▶ [Activity]:
Among the lines below, copy each one in which "Format" appears.

▶ [Saved entries]:
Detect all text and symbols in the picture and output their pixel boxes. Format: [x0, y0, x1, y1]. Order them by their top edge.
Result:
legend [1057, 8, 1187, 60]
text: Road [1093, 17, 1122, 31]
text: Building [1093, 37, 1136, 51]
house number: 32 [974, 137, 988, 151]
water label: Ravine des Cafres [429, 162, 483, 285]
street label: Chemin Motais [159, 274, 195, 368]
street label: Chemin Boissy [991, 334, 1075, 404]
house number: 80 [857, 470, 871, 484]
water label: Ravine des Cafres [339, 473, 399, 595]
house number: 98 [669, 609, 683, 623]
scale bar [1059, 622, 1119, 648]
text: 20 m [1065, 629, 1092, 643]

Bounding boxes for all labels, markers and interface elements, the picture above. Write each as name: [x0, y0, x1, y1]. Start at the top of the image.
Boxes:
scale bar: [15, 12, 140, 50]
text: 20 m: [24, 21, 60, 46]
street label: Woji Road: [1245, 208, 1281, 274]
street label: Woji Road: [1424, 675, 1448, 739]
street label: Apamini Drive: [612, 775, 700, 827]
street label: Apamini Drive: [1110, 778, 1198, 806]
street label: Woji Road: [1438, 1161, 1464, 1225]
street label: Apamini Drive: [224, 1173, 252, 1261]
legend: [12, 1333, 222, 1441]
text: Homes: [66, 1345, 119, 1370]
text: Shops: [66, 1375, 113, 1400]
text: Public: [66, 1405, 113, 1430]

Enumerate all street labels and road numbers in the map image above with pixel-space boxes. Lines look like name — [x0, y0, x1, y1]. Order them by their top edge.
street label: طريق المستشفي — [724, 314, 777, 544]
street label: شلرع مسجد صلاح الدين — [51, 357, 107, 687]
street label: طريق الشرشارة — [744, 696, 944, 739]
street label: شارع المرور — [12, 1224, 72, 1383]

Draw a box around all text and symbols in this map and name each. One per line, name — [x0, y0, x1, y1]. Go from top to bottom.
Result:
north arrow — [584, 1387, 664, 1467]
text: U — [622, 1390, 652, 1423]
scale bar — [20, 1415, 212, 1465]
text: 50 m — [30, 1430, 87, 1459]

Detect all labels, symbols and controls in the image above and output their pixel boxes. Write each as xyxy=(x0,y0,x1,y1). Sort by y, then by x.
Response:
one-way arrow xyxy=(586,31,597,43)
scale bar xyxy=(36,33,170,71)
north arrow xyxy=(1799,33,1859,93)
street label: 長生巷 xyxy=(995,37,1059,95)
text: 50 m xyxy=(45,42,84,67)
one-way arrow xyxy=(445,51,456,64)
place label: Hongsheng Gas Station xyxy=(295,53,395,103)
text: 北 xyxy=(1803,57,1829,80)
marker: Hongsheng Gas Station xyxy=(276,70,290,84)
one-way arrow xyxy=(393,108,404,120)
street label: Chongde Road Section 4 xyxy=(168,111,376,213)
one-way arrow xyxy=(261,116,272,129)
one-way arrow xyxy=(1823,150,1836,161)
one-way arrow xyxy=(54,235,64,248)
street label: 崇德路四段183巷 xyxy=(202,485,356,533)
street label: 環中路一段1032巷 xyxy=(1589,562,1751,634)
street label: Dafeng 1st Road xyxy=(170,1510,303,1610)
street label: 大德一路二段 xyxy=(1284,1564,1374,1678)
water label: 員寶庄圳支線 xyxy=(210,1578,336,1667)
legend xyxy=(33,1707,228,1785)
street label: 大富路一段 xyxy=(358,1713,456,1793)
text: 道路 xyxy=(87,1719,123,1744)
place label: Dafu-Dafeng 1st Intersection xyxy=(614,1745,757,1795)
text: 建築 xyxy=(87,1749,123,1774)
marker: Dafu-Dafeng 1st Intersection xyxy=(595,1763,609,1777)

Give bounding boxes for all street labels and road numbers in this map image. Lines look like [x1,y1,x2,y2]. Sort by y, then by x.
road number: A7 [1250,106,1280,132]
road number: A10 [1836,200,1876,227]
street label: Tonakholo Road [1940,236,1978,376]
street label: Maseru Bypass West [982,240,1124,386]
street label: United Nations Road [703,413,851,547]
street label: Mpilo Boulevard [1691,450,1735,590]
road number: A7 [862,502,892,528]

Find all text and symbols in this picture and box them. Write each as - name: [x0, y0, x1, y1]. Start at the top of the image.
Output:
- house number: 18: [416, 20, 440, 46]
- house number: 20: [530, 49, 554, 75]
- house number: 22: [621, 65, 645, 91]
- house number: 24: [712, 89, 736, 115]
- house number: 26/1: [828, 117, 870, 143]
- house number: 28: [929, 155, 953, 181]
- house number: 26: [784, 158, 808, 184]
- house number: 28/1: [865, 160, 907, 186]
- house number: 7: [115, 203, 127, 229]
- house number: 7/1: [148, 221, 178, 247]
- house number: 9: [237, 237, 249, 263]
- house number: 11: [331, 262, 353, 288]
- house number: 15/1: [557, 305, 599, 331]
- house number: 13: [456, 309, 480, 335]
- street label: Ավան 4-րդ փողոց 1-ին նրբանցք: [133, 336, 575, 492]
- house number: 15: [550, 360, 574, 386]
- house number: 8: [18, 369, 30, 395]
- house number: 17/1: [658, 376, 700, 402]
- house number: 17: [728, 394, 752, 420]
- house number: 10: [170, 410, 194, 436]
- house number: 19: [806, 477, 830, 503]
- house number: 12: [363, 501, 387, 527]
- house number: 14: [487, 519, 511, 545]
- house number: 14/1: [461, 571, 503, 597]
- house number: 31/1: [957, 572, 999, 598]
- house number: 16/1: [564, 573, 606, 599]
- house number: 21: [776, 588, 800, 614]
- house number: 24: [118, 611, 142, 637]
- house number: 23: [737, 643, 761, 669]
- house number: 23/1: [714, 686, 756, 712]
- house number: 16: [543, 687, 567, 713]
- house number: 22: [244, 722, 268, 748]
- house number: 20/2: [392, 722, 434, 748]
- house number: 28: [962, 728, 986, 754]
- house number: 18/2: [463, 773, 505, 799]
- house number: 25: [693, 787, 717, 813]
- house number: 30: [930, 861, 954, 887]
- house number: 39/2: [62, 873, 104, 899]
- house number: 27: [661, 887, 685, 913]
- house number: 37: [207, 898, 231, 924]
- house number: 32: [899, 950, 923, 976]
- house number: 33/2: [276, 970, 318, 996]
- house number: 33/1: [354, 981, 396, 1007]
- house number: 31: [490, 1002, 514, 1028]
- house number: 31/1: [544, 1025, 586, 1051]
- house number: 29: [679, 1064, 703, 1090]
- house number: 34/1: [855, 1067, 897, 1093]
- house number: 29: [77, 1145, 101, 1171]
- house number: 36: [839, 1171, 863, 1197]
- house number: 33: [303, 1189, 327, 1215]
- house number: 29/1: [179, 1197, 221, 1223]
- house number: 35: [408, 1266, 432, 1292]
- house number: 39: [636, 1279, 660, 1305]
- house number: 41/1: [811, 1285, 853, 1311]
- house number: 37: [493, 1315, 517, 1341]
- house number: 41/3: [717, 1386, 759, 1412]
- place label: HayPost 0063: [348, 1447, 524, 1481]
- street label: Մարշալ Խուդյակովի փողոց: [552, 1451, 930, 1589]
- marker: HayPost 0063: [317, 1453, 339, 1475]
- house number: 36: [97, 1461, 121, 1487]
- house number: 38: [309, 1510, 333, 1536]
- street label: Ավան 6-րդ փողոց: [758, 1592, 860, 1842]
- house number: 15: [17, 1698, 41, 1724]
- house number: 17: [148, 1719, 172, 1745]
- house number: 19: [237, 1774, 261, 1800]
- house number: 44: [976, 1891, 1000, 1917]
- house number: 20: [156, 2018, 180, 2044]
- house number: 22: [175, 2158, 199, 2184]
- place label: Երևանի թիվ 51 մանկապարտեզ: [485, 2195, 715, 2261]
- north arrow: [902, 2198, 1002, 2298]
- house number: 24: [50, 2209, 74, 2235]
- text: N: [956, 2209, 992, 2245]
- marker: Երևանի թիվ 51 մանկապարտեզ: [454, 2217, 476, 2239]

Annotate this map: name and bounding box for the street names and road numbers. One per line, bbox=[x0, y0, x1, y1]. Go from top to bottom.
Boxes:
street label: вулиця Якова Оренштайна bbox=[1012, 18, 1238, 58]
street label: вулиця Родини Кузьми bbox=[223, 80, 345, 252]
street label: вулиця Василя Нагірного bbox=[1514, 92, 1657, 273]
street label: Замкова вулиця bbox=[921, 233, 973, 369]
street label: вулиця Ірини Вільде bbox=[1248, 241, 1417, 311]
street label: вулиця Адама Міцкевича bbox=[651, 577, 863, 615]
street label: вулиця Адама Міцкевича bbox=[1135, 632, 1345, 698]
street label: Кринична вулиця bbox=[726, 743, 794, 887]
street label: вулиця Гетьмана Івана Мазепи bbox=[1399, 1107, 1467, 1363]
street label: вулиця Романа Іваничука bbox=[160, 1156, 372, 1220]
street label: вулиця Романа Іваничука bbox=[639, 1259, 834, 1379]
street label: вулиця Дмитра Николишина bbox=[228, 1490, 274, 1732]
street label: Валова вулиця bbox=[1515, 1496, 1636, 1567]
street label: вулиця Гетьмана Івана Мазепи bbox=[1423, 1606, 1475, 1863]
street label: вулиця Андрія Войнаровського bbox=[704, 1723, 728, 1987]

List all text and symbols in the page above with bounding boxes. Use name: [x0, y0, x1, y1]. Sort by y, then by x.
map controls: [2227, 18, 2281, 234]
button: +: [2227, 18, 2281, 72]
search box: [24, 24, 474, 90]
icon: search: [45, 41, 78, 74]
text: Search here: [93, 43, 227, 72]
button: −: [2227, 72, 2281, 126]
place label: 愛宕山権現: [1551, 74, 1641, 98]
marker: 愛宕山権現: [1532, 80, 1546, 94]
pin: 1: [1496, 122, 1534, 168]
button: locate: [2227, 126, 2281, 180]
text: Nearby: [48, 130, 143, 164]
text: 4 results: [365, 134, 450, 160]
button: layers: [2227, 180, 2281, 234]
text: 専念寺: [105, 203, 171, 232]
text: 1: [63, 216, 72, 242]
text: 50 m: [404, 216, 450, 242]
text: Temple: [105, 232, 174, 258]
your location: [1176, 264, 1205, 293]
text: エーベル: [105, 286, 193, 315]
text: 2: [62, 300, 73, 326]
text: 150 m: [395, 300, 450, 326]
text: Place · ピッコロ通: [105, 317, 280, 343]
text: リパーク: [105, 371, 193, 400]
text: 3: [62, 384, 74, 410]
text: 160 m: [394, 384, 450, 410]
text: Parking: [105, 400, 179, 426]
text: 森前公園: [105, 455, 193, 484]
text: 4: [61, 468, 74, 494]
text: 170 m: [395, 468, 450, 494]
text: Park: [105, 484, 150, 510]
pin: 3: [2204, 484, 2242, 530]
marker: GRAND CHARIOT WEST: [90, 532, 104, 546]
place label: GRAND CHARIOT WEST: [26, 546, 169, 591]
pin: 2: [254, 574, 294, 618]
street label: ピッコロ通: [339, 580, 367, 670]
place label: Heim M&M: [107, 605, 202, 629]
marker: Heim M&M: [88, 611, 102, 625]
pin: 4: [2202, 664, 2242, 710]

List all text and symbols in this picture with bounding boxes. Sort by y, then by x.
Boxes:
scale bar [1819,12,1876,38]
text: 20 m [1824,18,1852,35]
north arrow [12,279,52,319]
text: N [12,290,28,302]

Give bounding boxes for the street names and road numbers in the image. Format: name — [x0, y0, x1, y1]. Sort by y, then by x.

▶ [Result]:
Detect all text and symbols in the picture and output their pixel boxes. Format: [x0, y0, x1, y1]. Order them by their top edge.
Give bounding boxes for the street names and road numbers in the image. Format: name — [x0, y0, x1, y1]. Sort by y, then by x.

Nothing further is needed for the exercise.